The Michelangelo Towers hotel is a favourite haunt of international jet-setters, South African old money and the new black elite. Lulled by a grand piano, guests graze on Norwegian salmon and Mozambican prawns while looking out on a giant statue of Nelson Mandela in Africa's wealthiest district.

Come New Year's Day, denizens of the Johannesburg hotel could scarcely have dreamed of the horror unfolding upstairs in one of its luxurious rooms. Patrick Karegeya, a former spy chief in Rwanda living in exile in South Africa, was murdered. Later the room's safe revealed a bloodied towel and a rope, implying that Karegeya had been strangled.

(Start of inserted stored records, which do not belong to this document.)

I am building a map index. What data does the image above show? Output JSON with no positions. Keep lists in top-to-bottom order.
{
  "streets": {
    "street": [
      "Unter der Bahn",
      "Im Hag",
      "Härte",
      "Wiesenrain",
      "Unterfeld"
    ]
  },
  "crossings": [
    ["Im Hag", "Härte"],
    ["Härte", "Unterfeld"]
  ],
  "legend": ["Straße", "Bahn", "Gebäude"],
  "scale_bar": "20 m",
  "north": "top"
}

As police began searching for a motive and culprit, Karegeya's fellow Rwandan dissidents were in no doubt: they immediately described it as a political assassination carried out on the orders of the country's president, Paul Kagame. It fitted a pattern, they claimed, of previous killings and disappearances of his opponents in South Africa and elsewhere.

Karegeya, 53, was once a close ally of Kagame and served as Rwanda's intelligence chief for 10 years before he was arrested and jailed for 18 months for insubordination and desertion. He fled the country after he was stripped of his rank of colonel in 2006. His political associates said he had gone to the Michelangelo hotel on Wednesday to meet a Rwandan man who had posed as a friend of the opposition.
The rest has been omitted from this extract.